Since the latter exists in Python 2.7, why can't we just call PyBuffer_FillInfo ourselves?

 from libc.stdlib cimport malloc from libc.string cimport memcpy cdef extern from "Python.h": ctypedef struct PyObject object PyMemoryView_FromBuffer(Py_buffer *view) int PyBuffer_FillInfo(Py_buffer *view, PyObject *obj, void *buf, Py_ssize_t len, int readonly, int infoflags) enum: PyBUF_FULL_RO cdef void dummy_function(const void **p, size_t *l): cdef void *tmp = malloc(17) memcpy(tmp, "some test\0 bytes", 17) p[0] = tmp l[0] = 17 cpdef getbuf(): cdef const void *cstr cdef size_t l cdef Py_buffer buf_info cdef char[:] ret cdef int readonly dummy_function(&cstr, &l) readonly = 1 PyBuffer_FillInfo(&buf_info, NULL, <void*>cstr, l, readonly, PyBUF_FULL_RO) ret = PyMemoryView_FromBuffer(&buf_info) return ret 

Note that, however, that the return value will have a view that looks like this: <MemoryView of 'memoryview' at 0x7f216fc70ad0> . This is because Cython seems to memoryview inside _memoryviewslice . Since memoryview objects already implement a buffer interface, perhaps you should just return the result of calling PyMemoryView_FromBuffer .

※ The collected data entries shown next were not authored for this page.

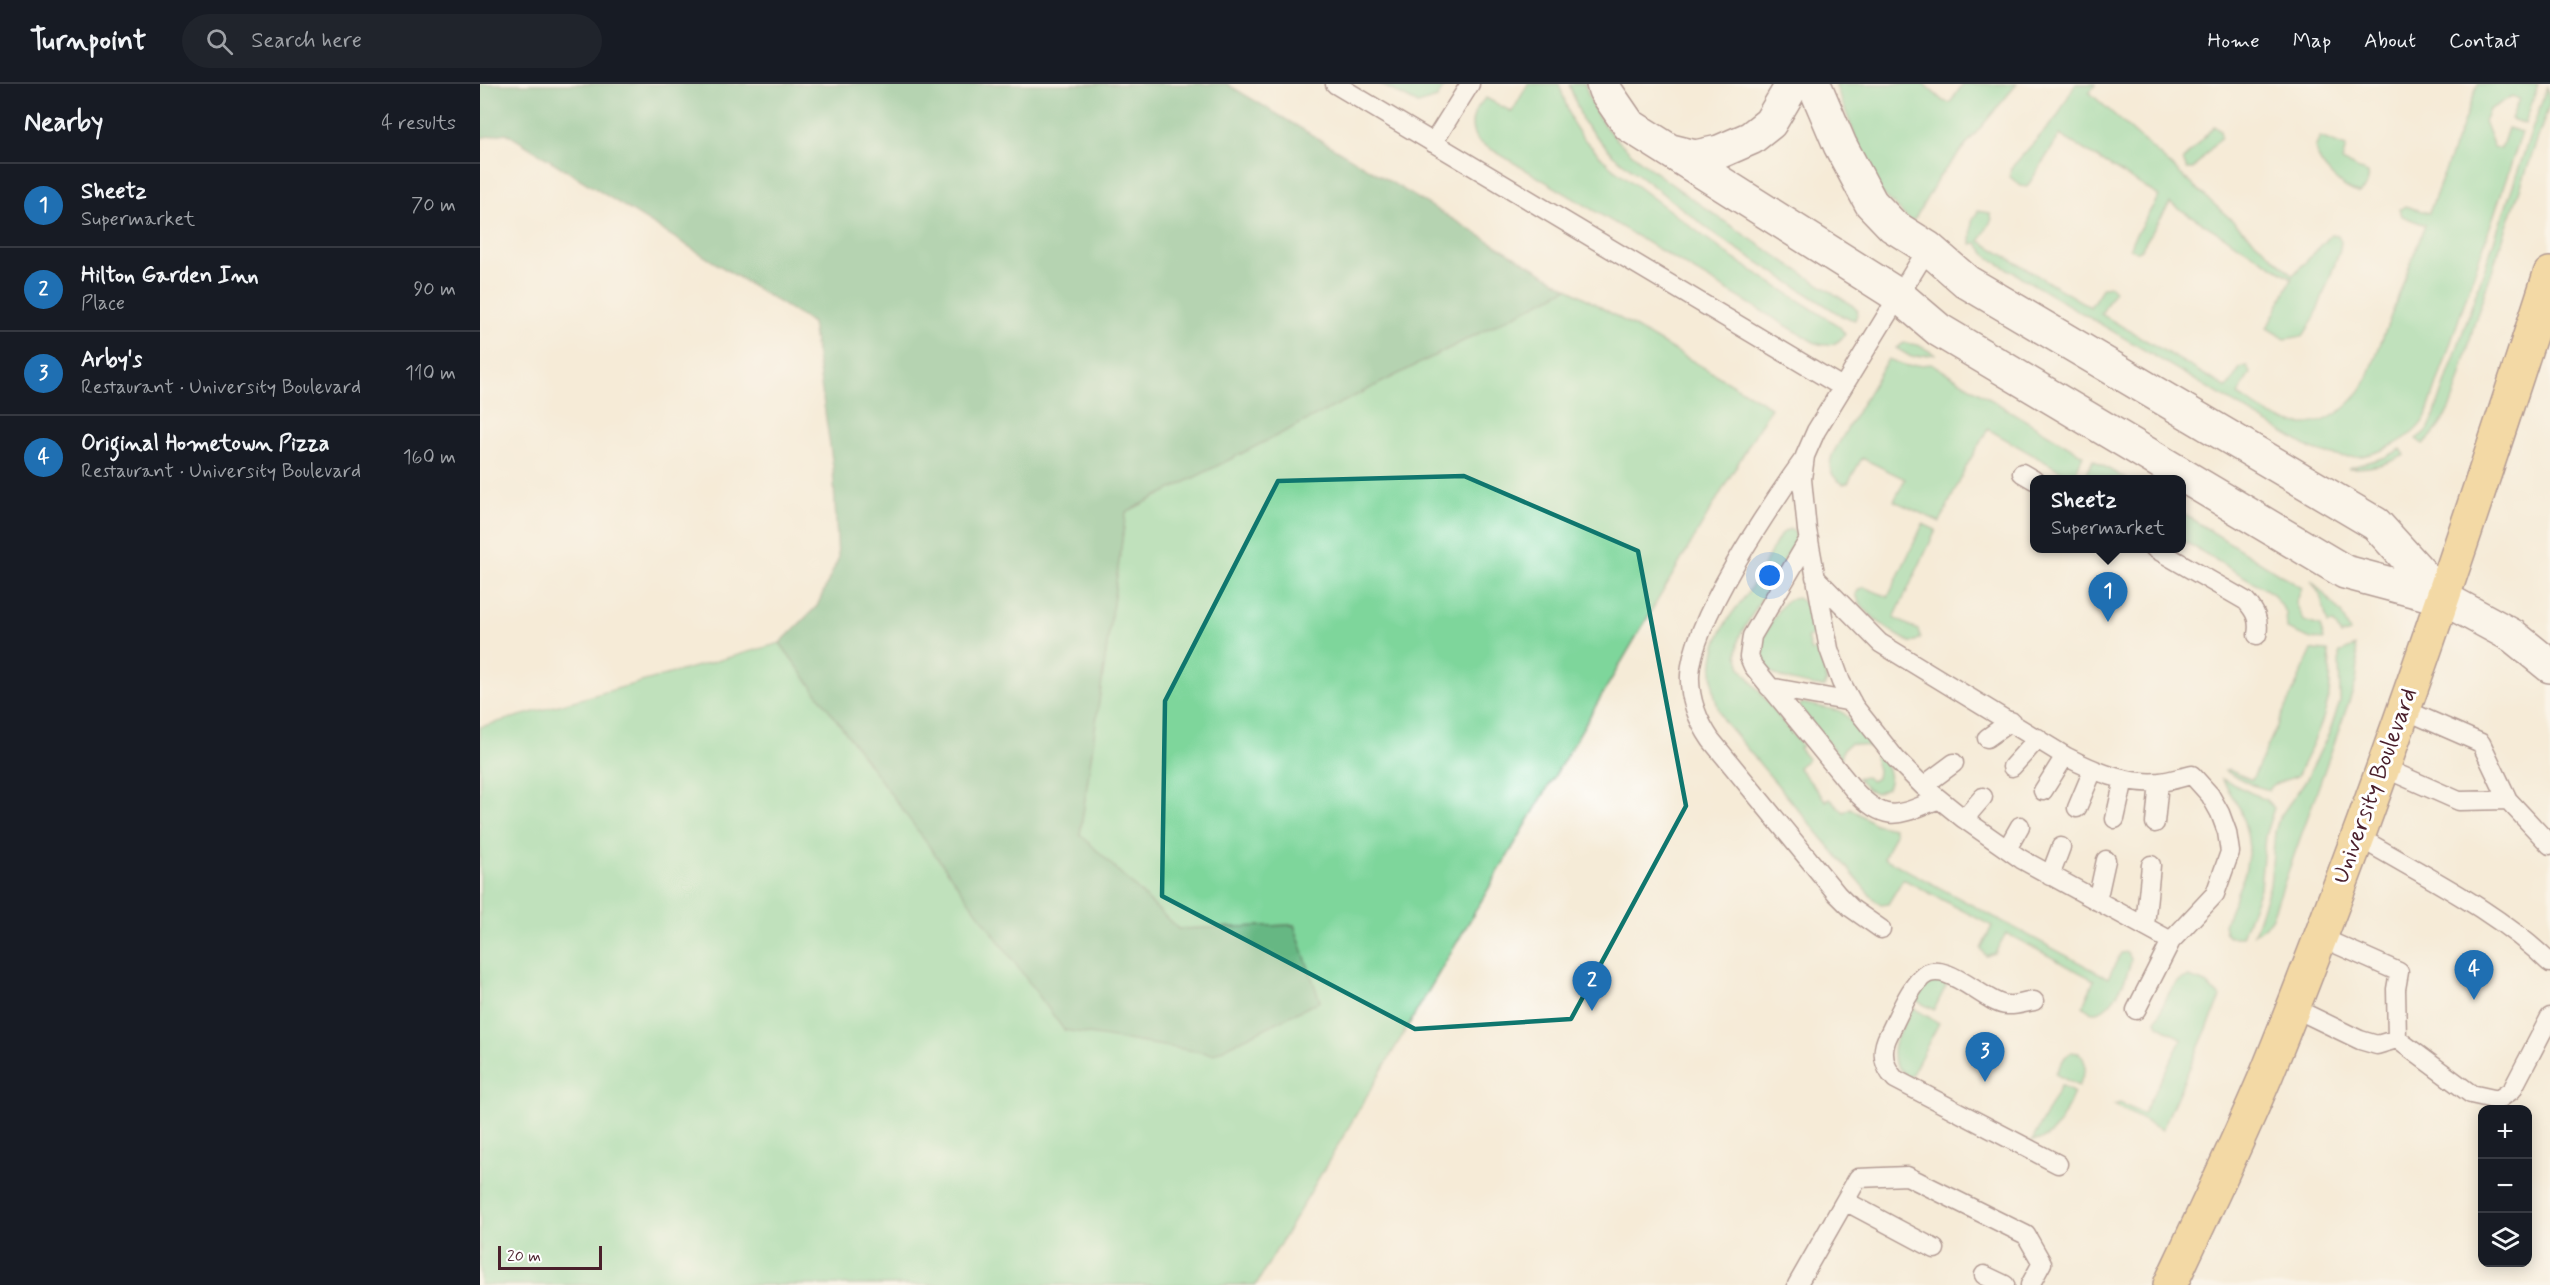 <!DOCTYPE html>
<html lang="en">
<head>
<meta charset="utf-8">
<style>
  :root { --surface:#171b24; --page:#20242c; --text:#f1f3f6; --muted:#9ea1a6; --line:#363941; --accent:#1f6fb2 }
  body { margin:0; font-family:Mynerve,sans-serif; background:var(--page); color:var(--text) }
  .controls { position:absolute; right:18px; bottom:18px; display:grid; overflow:hidden; border-radius:12px; box-shadow:0 3px 15px #0003 }
  .controls button { width:54px; height:54px; display:grid; place-items:center; padding:0; border:0; border-bottom:2px solid var(--line); background:var(--surface); color:var(--text); font:30px sans-serif }
  .scale { position:absolute; left:18px; bottom:15px; width:104px; box-sizing:border-box; padding-left:6px; border:3px solid #4a1f2b; border-top:0; font-size:16px; line-height:21px; white-space:nowrap; color:#4a1f2b; -webkit-text-stroke:4px #fff; paint-order:stroke }
  .you { position:absolute; left:1290px; top:492px; width:21px; height:21px; margin:-15px; border:4px solid #fff; border-radius:50%; background:#1a73e8; box-shadow:0 0 0 9px #1a73e833 }
  .badge { display:grid; place-items:center; width:39px; height:39px; border-radius:50%; background:var(--accent); color:#fff; font-size:20px; font-weight:700 }
  .pin { position:absolute; translate:-50% -50px; filter:drop-shadow(0 2px 3px #0008) }
  .pin::after { content:''; position:absolute; top:32px; width:21px; height:18px; background:inherit; clip-path:polygon(0 0,100% 0,50% 100%) }
  .popup { position:absolute; left:1550px; top:391px; width:156px; height:78px; box-sizing:border-box; display:grid; place-content:center; border-radius:12px; background:var(--surface); filter:drop-shadow(0 2px 4px #0005); font-size:20px; white-space:nowrap; color:var(--muted) }
  .popup b { font-size:22px; color:var(--text) }
  .popup::after { content:''; position:absolute; left:50%; top:100%; margin-left:-12px; border:12px solid transparent; border-top-color:var(--surface) }
  .list { margin:0; padding:0; list-style:none }
  h2 { display:flex; justify-content:space-between; align-items:center; height:78px; margin:0; padding:0 24px; font-size:26px }
  h2 small { font-size:20px; font-weight:400; color:var(--muted) }
  .list li { display:grid; grid-template-columns:39px 1fr auto; gap:18px; align-items:center; box-sizing:border-box; height:84px; padding:0 24px; border-top:2px solid var(--line) }
  .list b { display:block; font-size:22px; white-space:nowrap }
  .list p { margin:0; font-size:20px; white-space:nowrap; color:var(--muted) }
  .list em { font-size:20px; font-style:normal; color:var(--muted) }
  .icon { flex:none; width:33px; height:33px; fill:none; stroke:currentColor; stroke-width:2; stroke-linecap:round; stroke-linejoin:round }
  .map { position:relative; flex:none; width:2070px; height:1201px; overflow:hidden }
  header { display:flex; align-items:center; gap:36px; box-sizing:border-box; height:84px; padding:0 30px; background:var(--surface); border-bottom:2px solid var(--line) }
  header strong { font-size:28px }
  nav { display:flex; gap:33px; margin-inline-start:auto; font-size:21px }
  .search { width:420px; height:54px; background:var(--page); display:flex; align-items:center; gap:15px; box-sizing:border-box; padding:0 21px; border-radius:33px; color:var(--muted); font-size:22px }
  main { display:flex }
  aside { flex:1; background:var(--surface) }
  .map>svg:first-child { display:block }
  .green { fill:#7ed69b; stroke:#647a63; stroke-width:1.5 }
  .forest { fill:#66b783; stroke:#586b57; stroke-width:1.5 }
  .lines { fill:none; stroke-linecap:round; stroke-linejoin:round }
  .lane-casing { stroke:#643e45; stroke-width:21 }
  .street-casing { stroke:#643e45; stroke-width:36 }
  .primary-casing { stroke:#643e45; stroke-width:36 }
  .lane { stroke:#fff; stroke-width:18 }
  .street { stroke:#fff; stroke-width:33 }
  .primary { stroke:#f0c369; stroke-width:33 }
  .marked { fill:none; stroke:#0f766e; stroke-width:4.5; stroke-linejoin:round }
  .labels { text-anchor:middle; dominant-baseline:central; stroke-width:6; stroke-linejoin:round; paint-order:stroke }
  .street-label { font-size:24px; fill:#4a1f2b; stroke:#fff }
</style>
</head>
<body>
<header>
<strong>Turnpoint</strong>
<div class="search"><svg class="icon" aria-label="search" viewBox="0 0 24 24"><circle cx="10" cy="10" r="6"/><path d="M15 15l6 6"/></svg>Search here</div>
<nav><a>Home</a><a>Map</a><a>About</a><a>Contact</a></nav>
</header>
<main>
<aside>
<h2>Nearby<small>4 results</small></h2>
<ul class="list">
<li><span class="badge">1</span><div><b>Sheetz</b><p>Supermarket</p></div><em>70 m</em></li>
<li><span class="badge">2</span><div><b>Hilton Garden Inn</b><p>Place</p></div><em>90 m</em></li>
<li><span class="badge">3</span><div><b>Arby's</b><p>Restaurant · University Boulevard</p></div><em>110 m</em></li>
<li><span class="badge">4</span><div><b>Original Hometown Pizza</b><p>Restaurant · University Boulevard</p></div><em>160 m</em></li>
</ul>
</aside>
<div class="map">
<svg width="2070" height="1201" viewBox="0 0 2070 1201">
  <rect width="100%" height="100%" fill="#fff"/>
  <filter id="ink" filterUnits="userSpaceOnUse"><feTurbulence type="fractalNoise" baseFrequency=".0167" numOctaves="2"/><feDisplacementMap in="SourceGraphic" scale="12" xChannelSelector="R" yChannelSelector="G"/><feConvolveMatrix kernelMatrix="1 2 1 2 8 2 1 2 1" color-interpolation-filters="sRGB"/></filter>
  <filter id="wash" filterUnits="userSpaceOnUse"><feTurbulence type="fractalNoise" baseFrequency=".008" numOctaves="4" result="noise"/><feDisplacementMap in="SourceGraphic" scale="24" xChannelSelector="R" yChannelSelector="G"/><feGaussianBlur stdDeviation="1.35" result="paint"/><feColorMatrix in="noise" values="0 0 0 0 0 0 0 0 0 0 0 0 0 0 0 0 0 1.4 0 .05"/><feComposite in="paint" operator="in"/></filter>
  <g filter="url(#wash)">
    <rect width="100%" height="100%" fill="#f5ebd7"/>
    <path class="green" d="M900,0h66l-9,14 -19,6z
      M1048,0h31l13,38 10,15 27,28 125,94 105,67 6,8c-8,12 -20,14 -33,7l-333,-199c-13,-14 -6,-33 7,-44l26,14z
      M1089,0h16c5,18 12,34 25,48 22,25 52,45 78,64 54,38 109,74 165,110l5,5 -3,9 -13,-4 -122,-78 -107,-83 -30,-33z
      M1355,0h89l19,17 7,2 13,-19h54l-78,93 -23,40 -5,5 -37,-37z
      M1595,0h21l-7,8 204,183 38,-40 7,1 3,6 -2,11 -25,66 -11,17 -18,3 -18,-11 25,-50 -122,-75 -28,45 -5,4 -7,-4 2,-7 27,-45 -99,-61 -33,52 -6,-1 -11,-9 1,-9 46,-51z
      M1998,0h60l-13,40 -14,-5 8,-20 -7,-3 -23,14 -5,11 10,26 7,2 7,-21 14,4 -96,284c-11,23 -53,42 -78,41 -13,0 -25,-4 -37,-8l-315,-187 -9,-6 -10,-13 -6,1 1,-23 6,-10 12,2 2,6 -12,22 110,66 13,-20 8,-1 3,6 -13,22 126,74 13,-20 7,-2 3,7 -12,22c16,10 36,25 55,28 34,6 61,-18 75,-46l57,-152 -23,-9 -2,-7 5,-3 24,7z
      M2067,2l3,17c-25,71 -49,141 -73,212 -14,42 -18,100 -54,129l-7,-5 12,-9 5,-11z
      M1734,42l6,4 1,7 -28,32h-6l-4,-9z
      M1840,53l26,10 -4,14 26,12c2,8 -3,16 -9,20 -17,-3 -41,-28 -44,-45z
      M1088,204l203,119 -515,878h-776v-558l300,-84 94,126 339,285 106,-53 -25,-76 -116,4 -98,-94 46,-323z
      M1424,259l14,2 17,9 -24,3 -15,-9z
      M1408,275l19,7 25,-2 151,91 -10,23 -85,-49 -21,36 -27,57 -46,-21 11,-22 -43,-21 -14,25 -5,1c-13,-8 -16,-17 -10,-31z
      M1921,365l4,6c-19,10 -37,14 -57,13l38,-11z
      M1613,376l33,19h-42z
      M1702,429l120,75 -6,15 8,18 16,5 4,14 -13,-1 -24,-10 -1,-17 -14,-19 -90,-53z
      M1443,440l13,6 -42,88 24,12 3,8 -9,5c-17,-8 -51,-30 -56,-49l3,-5 5,-2 24,10z
      M1309,445l6,3 1,8 -57,97 -2,17 4,14 61,78 -3,2 9,11 -10,8 28,34 4,-2 14,13 6,-4 25,16 18,4 2,5 -11,25 224,120 13,-25 6,-1 4,7c-2,17 -26,71 -48,47l11,-26 -88,-47 -11,20 -9,3 -5,-7 11,-23 -89,-47 -15,25 -7,1 -6,-4 -152,-181c-15,-31 -15,-69 4,-99 6,-10 15,-20 22,-30 11,-19 21,-38 32,-57z
      M1831,496l30,33 9,19 -9,3 -7,-12 -6,1 -8,-29z
      M1317,514l10,7 8,30 -8,3 4,13 8,-2 8,32 -3,6c-36,-5 -83,-13 -55,-61 5,-9 10,-19 18,-26z
      M1875,562l3,19 -2,17 -84,235 -6,9 -12,8 16,-49 5,-53 4,-14 27,-38 24,-49 10,-30 -1,-48z
      M1832,566l16,1c10,47 -11,85 -31,125l-24,9 -4,5 -17,-5 -27,-14 4,-1 23,10z
      M1322,619l38,8 7,5 24,31 -21,-4 -7,7 -2,9 -42,-52z
      M1396,669c10,11 18,20 11,35l-11,5 -7,-3 -12,-12 9,-1 6,4 5,-3 1,-7 -4,-14z
      M1742,695l44,21 8,8 -9,28 -5,52 -18,49h-13l-3,-4 -2,-8 21,-52 4,-25 -2,-15 -7,-24z
      M1709,893l14,5 18,15 -59,133 -48,-25 6,-2 23,11 39,-75 -24,-14 -2,-4c7,-14 15,-43 33,-44z
      M1453,896l14,4 -13,26 -17,-9 8,-15z
      M1433,924l26,15 -29,55c-33,-22 -11,-42 3,-70z
      M1591,968l8,1c11,11 5,21 -1,33l-23,-12 10,-17z
      M1581,1001l13,8c-9,18 -17,48 -42,48z"/>
    <path class="forest" d="M0,0h747l341,204 -442,224 -46,322 98,95 116,-4 26,76 -107,53 -149,-24 -284,-387 37,-37 21,-47 -5,-92 -21,-144 -306,-190 -26,5z"/>
  </g>
  <g filter="url(#ink)">
    <g class="lines">
      <defs>
        <path id="lane" d="M855,0l507,303
          M953,59l37,-59
          M1448,164l-112,183 -11,25 -3,23 5,51 22,119 12,33 13,24 42,53 27,27 41,33 57,40 150,82
          M1323,376c-33,46 -111,161 -113,215 -1,24 8,46 21,65l126,154 14,14 30,21
          M1542,389l12,7
          M1329,455l-57,97 -3,21 4,9 101,124c33,36 46,24 85,9
          M1674,464l92,53c9,10 14,19 11,34
          M1335,493l65,66 185,113c29,15 61,29 95,26 10,-1 22,-5 32,-7l18,20 10,18 7,19 3,20 -15,42 -44,47 -35,69
          M1289,603l83,15
          M1923,625l78,34 27,57 42,45
          M1507,654l24,-17
          M1532,683l26,-29
          M1902,683l77,34 49,-1
          M1443,702l31,-23
          M1563,707l22,-35
          M1597,724l16,-38
          M1484,735l19,-22
          M1635,735l9,-40
          M1675,739l4,-41
          M1877,752c65,39 138,73 193,127
          M1527,765l13,-23
          M1570,792l11,-29
          M1617,817l9,-41
          M1665,842l6,-61
          M1840,853l79,35 -3,17 1,50 74,55 27,6 14,-10 38,-73
          M1554,917c-8,1 -18,5 -27,4 -23,-1 -63,-50 -86,-27 -14,15 -23,38 -32,56 -9,17 -6,32 6,45l163,85
          M1812,923l68,33 17,5 20,-6
          M1365,1117l90,48
          M1504,1191l21,10
          M1317,1201l61,-107 49,-2 119,59 16,28 -12,22"/>
        <path id="street" d="M1123,0l2,6 24,35 270,171 40,34 406,242 98,26 70,38 37,30
          M1334,0l26,61 31,58 22,23 35,22 39,34 409,242 67,74
          M1191,67l24,6 24,-5 32,-14 19,-15 23,-39"/>
        <path id="primary" d="M1690,1201c33,-70 67,-141 97,-212 106,-262 196,-530 283,-799"/>
      </defs>
      <use href="#lane" class="lane-casing"/>
      <use href="#street" class="street-casing"/>
      <use href="#primary" class="primary-casing"/>
      <use href="#lane" class="lane"/>
      <use href="#street" class="street"/>
      <use href="#primary" class="primary"/>
    </g>
  </g>
  <path d="M0 0H2070V1201H0ZM984,392l174,75 48,255 -115,213 -156,10 -253,-133 3,-195 113,-220z" fill="#f5ebd7" fill-opacity=".55" fill-rule="evenodd"/>
  <path class="marked" d="M984,392l174,75 48,255 -115,213 -156,10 -253,-133 3,-195 113,-220z"/>
  <g class="labels">
    <g class="street-label">
      <text transform="translate(1895 702) rotate(-70)">University Boulevard</text>
    </g>
  </g>
</svg>
<div class="controls">
<button>+</button>
<button>−</button>
<button><svg class="icon" aria-label="layers" viewBox="0 0 24 24"><path d="M12 4l9 5-9 5-9-5zM3 14l9 5 9-5"/></svg></button>
</div>
<div class="scale">20 m</div>
<div class="you"></div>
<div class="pin badge" style="left:1628px;top:538px">1</div>
<div class="popup"><b>Sheetz</b>Supermarket</div>
<div class="pin badge" style="left:1112px;top:927px">2</div>
<div class="pin badge" style="left:1505px;top:998px">3</div>
<div class="pin badge" style="left:1994px;top:916px">4</div>
</div>
</main>
</body>
</html>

In addition, you are responsible for managing the lifetime of your buffer. memoryview objects created in this way will not automatically free memory. You must do this yourself, ensuring that you do this only after the memorybuffer refers to it. In this regard, Richard Hansen's answer is a much better alternative.